Written by Emily Nagoski, Ph.D.
And, really, all your partner needs to do is watch a few minutes of most porn to see how to "have what she's having." Think she can't fool you? Think again. Some colleagues of mine recently found that one-quarter of the men they surveyed believed that porn (fake tans, fake breasts, fake orgasms and all) depicts a realistic representation of women's sexuality.
And it's not like women are getting better information. Find me a women's magazine whose cover doesn't include screaming headlines about the 764 varieties of orgasm every woman is supposed to be having each time she has sex. In reality, life gets in the way, stress, depression, anxiety, body image, performance anxiety (women get it too), sleep deprivation, feeling rushed (women average roughly 10-30 minutes to orgasm), all interfere with orgasm.
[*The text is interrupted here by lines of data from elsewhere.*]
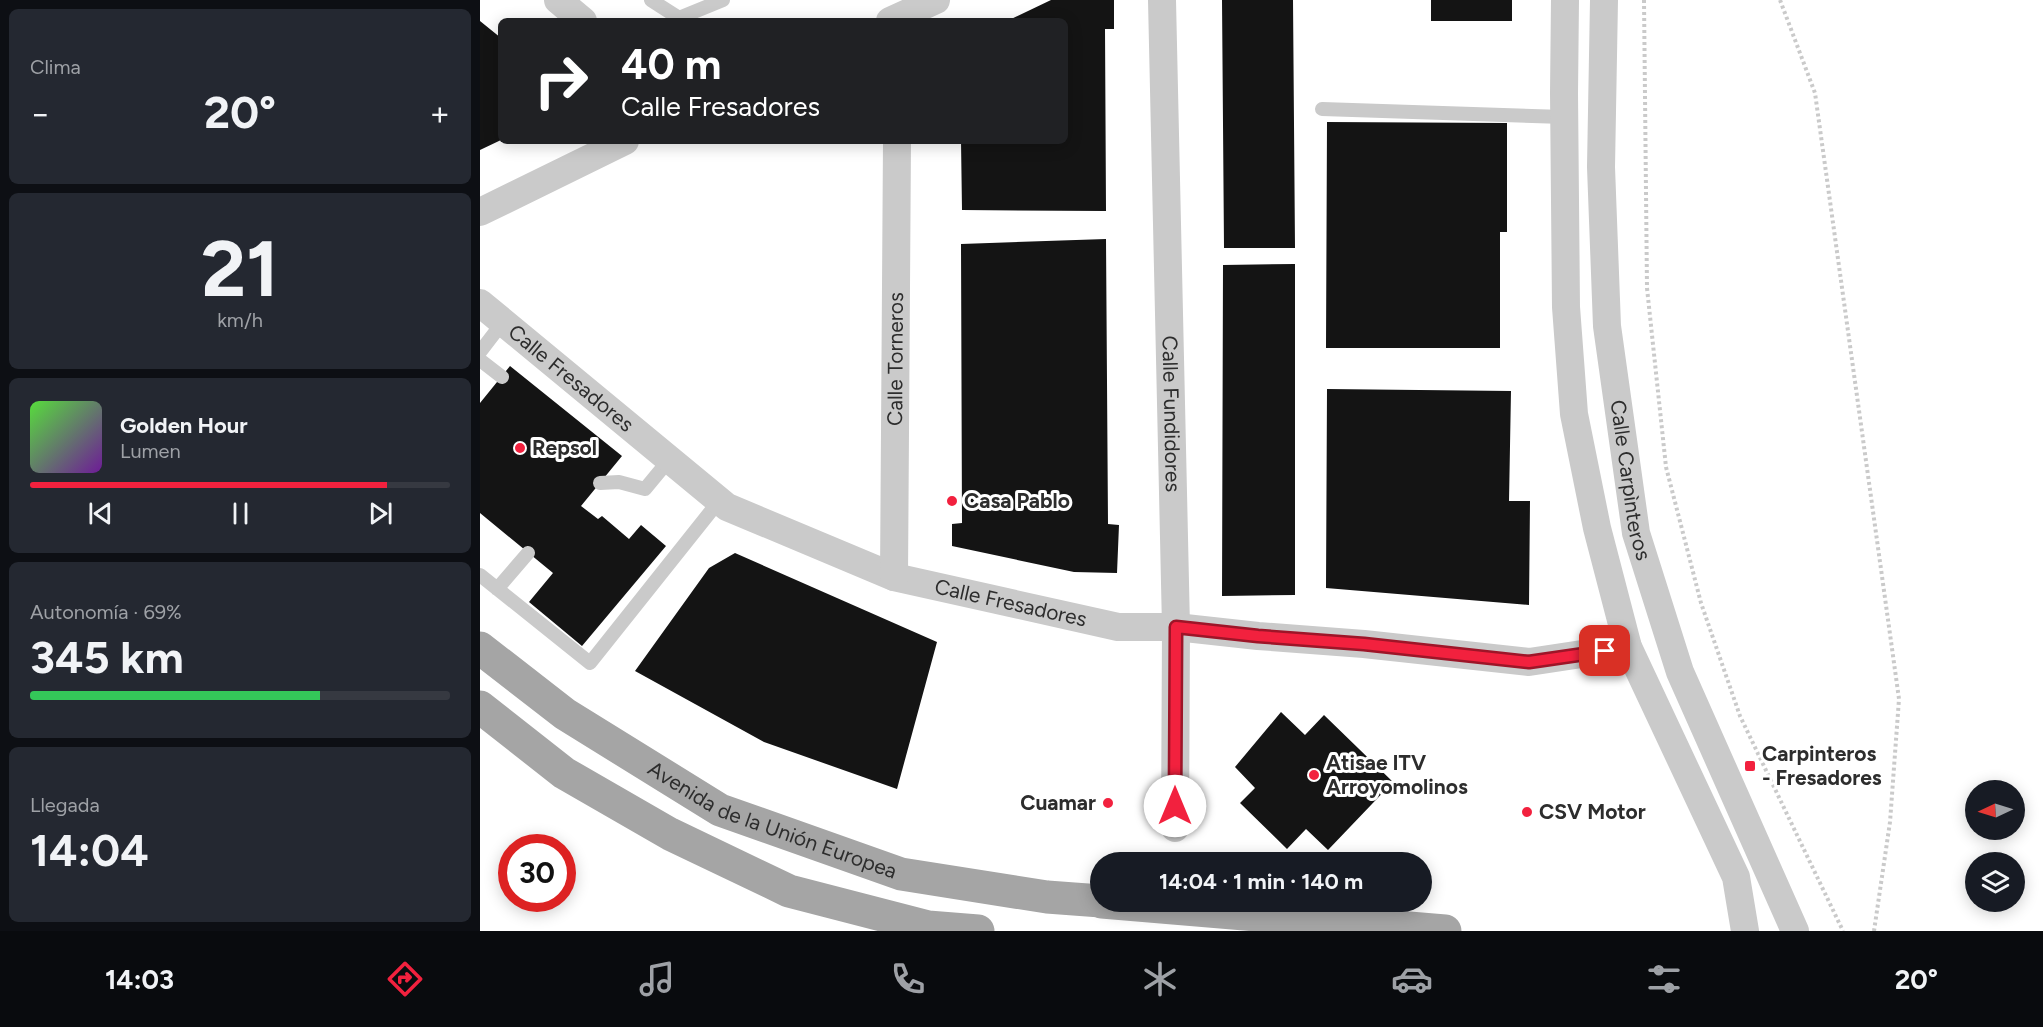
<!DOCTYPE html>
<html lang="es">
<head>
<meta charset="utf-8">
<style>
  :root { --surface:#171b24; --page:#242831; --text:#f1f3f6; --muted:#9ea1a6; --line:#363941; --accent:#f2213e }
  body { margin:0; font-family:Figtree,sans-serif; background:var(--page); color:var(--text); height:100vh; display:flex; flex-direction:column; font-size:22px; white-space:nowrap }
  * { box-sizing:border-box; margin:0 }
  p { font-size:20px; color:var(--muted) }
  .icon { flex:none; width:33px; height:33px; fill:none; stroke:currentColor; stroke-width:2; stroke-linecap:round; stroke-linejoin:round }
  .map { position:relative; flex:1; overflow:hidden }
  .drawer { display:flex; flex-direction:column; gap:9px; padding:9px; background:#0d0f14; width:480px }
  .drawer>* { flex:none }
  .banner { position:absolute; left:18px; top:18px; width:570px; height:126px; border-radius:9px; box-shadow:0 3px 15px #0003; background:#202124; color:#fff; overflow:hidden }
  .needle { width:39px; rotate:266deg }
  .buttons { position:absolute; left:1485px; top:780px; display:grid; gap:12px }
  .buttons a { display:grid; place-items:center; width:60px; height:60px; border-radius:50%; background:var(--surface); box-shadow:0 3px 15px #0003; font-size:30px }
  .speed { position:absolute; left:18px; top:834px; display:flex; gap:12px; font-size:30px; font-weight:700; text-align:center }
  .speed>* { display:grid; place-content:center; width:78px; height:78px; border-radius:50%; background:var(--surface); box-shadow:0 3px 15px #0003; line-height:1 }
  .speed .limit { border:9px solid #d22; background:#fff; color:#111 }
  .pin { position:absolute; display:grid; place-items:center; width:51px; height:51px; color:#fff; margin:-26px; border-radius:12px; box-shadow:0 3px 9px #0006 }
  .me { position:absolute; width:66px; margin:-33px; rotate:0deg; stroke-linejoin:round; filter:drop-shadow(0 0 4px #0008) }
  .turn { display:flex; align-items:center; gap:21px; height:126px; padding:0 24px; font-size:27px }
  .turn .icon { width:78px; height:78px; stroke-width:2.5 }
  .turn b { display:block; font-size:42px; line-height:51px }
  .big { font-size:45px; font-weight:700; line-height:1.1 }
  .drawer .widget { flex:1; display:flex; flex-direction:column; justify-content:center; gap:9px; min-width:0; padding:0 21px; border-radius:9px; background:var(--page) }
  .drawer .dial { align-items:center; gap:0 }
  .dial b { font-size:78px; line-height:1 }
  .song { display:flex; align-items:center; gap:18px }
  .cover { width:72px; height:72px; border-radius:9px; background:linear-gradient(135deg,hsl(110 70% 55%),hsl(280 70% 35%)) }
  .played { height:6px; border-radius:3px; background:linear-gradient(90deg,var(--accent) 85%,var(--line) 85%) }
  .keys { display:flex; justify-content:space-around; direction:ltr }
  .heat { display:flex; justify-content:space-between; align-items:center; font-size:33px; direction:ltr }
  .charge { height:9px; border-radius:4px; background:linear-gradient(90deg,#34c759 69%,var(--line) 0) }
  .trip { position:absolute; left:610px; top:852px; width:342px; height:60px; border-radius:30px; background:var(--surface); box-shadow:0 3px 15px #0003; font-weight:700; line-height:60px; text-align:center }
  .tab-bar { display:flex; height:96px; justify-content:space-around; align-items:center; background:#090b0e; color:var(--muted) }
  .tab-bar .icon { width:42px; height:42px }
  .tab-bar .current { color:var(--accent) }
  .tab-bar b { font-size:27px; color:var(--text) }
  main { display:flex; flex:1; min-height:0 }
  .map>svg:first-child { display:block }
  .building { fill:#141414 }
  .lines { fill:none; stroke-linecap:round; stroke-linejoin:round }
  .path { stroke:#cacaca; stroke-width:4; stroke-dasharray:3 3; stroke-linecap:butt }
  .lane { stroke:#cacaca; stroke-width:14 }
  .street { stroke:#cacaca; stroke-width:28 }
  .primary { stroke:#a5a5a5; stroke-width:33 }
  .route-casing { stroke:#9d1528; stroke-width:15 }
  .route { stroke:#f2213e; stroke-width:10 }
  .poi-dot { fill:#f2213e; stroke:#fff; stroke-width:2 }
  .labels { text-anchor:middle; stroke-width:6; stroke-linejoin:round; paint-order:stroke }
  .street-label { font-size:21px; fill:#2d2d2d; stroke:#fff }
  .poi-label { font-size:21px; font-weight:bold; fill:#2d2d2d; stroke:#fff; text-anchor:start }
</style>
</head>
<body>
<main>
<section class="drawer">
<div class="widget"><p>Clima</p>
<div class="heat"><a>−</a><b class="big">20°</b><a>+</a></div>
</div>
<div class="widget dial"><b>21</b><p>km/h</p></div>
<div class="widget">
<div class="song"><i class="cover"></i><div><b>Golden Hour</b><p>Lumen</p></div></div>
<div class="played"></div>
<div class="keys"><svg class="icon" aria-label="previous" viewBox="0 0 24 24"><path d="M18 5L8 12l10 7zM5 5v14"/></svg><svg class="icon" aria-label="pause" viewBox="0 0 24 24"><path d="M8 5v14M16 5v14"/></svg><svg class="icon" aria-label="next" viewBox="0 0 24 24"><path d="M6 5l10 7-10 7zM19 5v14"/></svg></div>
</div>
<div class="widget"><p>Autonomía · 69%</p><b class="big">345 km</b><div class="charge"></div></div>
<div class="widget"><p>Llegada</p><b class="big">14:04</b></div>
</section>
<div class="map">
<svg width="1563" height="931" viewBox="0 0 1563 931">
  <rect width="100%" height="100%" fill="#fff"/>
  <!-- building -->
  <path class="building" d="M571,0H634V29H625L626,211L482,210L481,141H585V21H527Z
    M742,0H813L815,248H744Z
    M951,0H1032V21H951Z
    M0,21L21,38V140L0,150Z
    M847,122L1027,123V232H1020V348H846Z
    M626,239L628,524L639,525L637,573L594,572L472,546V524L482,523L481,244Z
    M815,264V595L742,596L743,265Z
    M30,366L142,456L101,506L118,519L122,516L149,539L161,525L186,546L102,646L49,602L73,573L0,513V403Z
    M847,389L1031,391L1029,501H1050L1049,605L846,588Z
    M255,553L457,642L417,789L284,742L155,671L229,568Z
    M801,712L825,735L844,715L913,782L848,850L826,829L807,849L760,803L775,788L755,767Z"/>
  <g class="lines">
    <!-- path -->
    <path class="path" d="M1164,0L1167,288L1186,467L1221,603L1260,716L1363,931
      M1300,0L1335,93L1419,699L1410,822L1394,931"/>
    <!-- lane -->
    <path class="lane" d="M171,0L199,18L243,0
      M842,109L1084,117
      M0,352L23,322
      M0,360L22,377
      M120,483L139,482L165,489L189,460
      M0,575L110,663L239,501
      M17,589L48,553"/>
    <!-- street -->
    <g class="street">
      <path d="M78,0L103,21"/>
      <path id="s1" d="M682,0L696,627L695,828"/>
      <path d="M1085,0L1084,93L1086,307L1094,414L1117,528L1148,647L1256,877L1265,931"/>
      <path id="s2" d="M1124,0L1121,167L1127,326L1156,533L1200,672L1315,931"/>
      <path d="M410,21L456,0"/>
      <path d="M0,212L145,141"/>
      <path id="s3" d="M0,303L247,507L414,577L638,627H696L778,636L884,644L1049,662L1148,647"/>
      <path id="s4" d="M414,577L417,141"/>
    </g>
    <!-- primary -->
    <g class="primary">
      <path id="s5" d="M0,648L85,714L240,810L421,874L567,897L621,901"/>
      <path d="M0,707L84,773L190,834L309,891L448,927L498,931"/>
      <path d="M622,902L965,931"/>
    </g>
  </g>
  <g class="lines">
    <!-- route casing -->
    <g class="route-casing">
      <path id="route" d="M695,806L696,627L778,636L884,644L1049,662L1125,651"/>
    </g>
    <!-- route -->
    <use href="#route" class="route"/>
  </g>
  <!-- markers -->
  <g class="poi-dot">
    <circle cx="40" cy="448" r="6"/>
    <circle cx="472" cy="501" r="6"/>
    <rect x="1264" y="760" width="12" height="12" rx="3"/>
    <circle cx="834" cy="775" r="6"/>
    <circle cx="628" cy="803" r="6"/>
    <circle cx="1047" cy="812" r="6"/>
  </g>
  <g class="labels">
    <!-- street labels -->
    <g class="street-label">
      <text dy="7" stroke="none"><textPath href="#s4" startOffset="218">Calle Torneros</textPath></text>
      <text dy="7" stroke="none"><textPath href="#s3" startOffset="118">Calle Fresadores</textPath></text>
      <text dy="7" stroke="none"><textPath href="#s1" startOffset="414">Calle Fundidores</textPath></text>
      <text dy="7" stroke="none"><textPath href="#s2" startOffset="482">Calle Carpìnteros</textPath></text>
      <text dy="7" stroke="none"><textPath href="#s3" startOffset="621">Calle Fresadores</textPath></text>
      <text dy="7" stroke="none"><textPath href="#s5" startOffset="342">Avenida de la Unión Europea</textPath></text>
    </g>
    <!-- poi labels -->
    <g class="poi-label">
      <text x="52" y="455">Repsol</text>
      <text x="484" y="508">Casa Pablo</text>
      <text x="1282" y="761">Carpinteros<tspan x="1282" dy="24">- Fresadores</tspan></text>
      <text x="846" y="770">Atisae ITV<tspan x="846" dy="24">Arroyomolinos</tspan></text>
      <text x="616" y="810" text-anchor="end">Cuamar</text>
      <text x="1059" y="819">CSV Motor</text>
    </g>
  </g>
</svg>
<div class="buttons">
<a><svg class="needle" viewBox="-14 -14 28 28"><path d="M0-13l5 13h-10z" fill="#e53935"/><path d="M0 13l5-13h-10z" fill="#9ea1a6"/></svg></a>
<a><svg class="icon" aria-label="layers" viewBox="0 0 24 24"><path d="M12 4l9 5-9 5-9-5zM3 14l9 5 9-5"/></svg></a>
</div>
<div class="speed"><div class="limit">30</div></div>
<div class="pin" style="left:1125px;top:651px;background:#d93025"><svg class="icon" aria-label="arrive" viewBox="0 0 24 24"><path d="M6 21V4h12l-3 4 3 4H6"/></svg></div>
<svg class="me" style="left:695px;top:806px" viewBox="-20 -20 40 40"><circle r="19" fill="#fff"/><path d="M0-13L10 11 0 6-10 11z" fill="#f2213e"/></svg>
<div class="trip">14:04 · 1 min · 140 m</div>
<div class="banner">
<div class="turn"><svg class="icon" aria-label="right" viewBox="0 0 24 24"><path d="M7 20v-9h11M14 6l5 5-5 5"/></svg><div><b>40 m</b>Calle Fresadores</div></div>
</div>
</div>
</main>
<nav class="tab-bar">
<b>14:03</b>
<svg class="icon current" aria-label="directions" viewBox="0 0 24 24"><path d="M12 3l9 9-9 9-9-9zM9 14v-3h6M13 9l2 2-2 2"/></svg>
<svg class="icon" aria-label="music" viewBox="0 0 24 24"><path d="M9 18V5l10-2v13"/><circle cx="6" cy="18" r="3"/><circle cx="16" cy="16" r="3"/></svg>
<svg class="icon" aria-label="phone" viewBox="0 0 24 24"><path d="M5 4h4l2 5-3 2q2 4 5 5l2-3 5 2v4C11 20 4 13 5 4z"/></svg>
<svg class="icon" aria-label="climate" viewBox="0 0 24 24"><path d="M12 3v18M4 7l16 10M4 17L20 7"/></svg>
<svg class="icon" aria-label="car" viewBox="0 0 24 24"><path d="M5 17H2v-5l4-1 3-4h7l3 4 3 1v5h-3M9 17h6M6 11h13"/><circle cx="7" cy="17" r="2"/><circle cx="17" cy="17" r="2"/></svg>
<svg class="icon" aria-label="filters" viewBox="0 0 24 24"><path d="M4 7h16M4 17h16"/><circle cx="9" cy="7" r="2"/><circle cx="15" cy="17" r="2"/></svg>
<b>20°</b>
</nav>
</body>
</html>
So sometimes women fake it.
Faking isn't evil; it's often a well-intentioned safeguard for her partner's ego. For example: a woman is less likely to have orgasms early in a relationship because her body needs time to to learn to trust a new partner and to relax into the knowledge that he accepts and appreciates her body. At the same time, if a woman likes her partner, she wants him to feel good about the relationship. If orgasm is a way she can show him she's enjoying it, but orgasm just isn't there for her yet, faking it is a completely viable option (as long as it doesn't become a habit).
But back to those 764 different kinds of orgasm. If your partner hasn't experienced them all, don't worry. Orgasms are a little like Highlander: There can only be one (kind, that is). Orgasm is simply the explosive release of sexual tension. You have, however, lots of ways to generate that tension. Most women have orgasms from clitoral stimulation and, contrary to what porn would have you believe, only a third of women usually have orgasms from intercourse. She might also have an orgasm from stimulation of the G-spot, inner thighs, breasts, earlobes, toes, backs of the knees, small of the back, or arches of the feet (women vary a lot). Add in how she's stimulated (hand, mouth, penis, vibrator, to name but a few) and you've got a lot of delicious options to get her off.
Don't sweat it if your sex isn't "porn-perfect." Orgasms should be less about being able to have one a certain way and more about not being able to stop yourself from having one, whatever way works. Focus on sharing her pleasure and both you and your partner will enjoy the real-life results.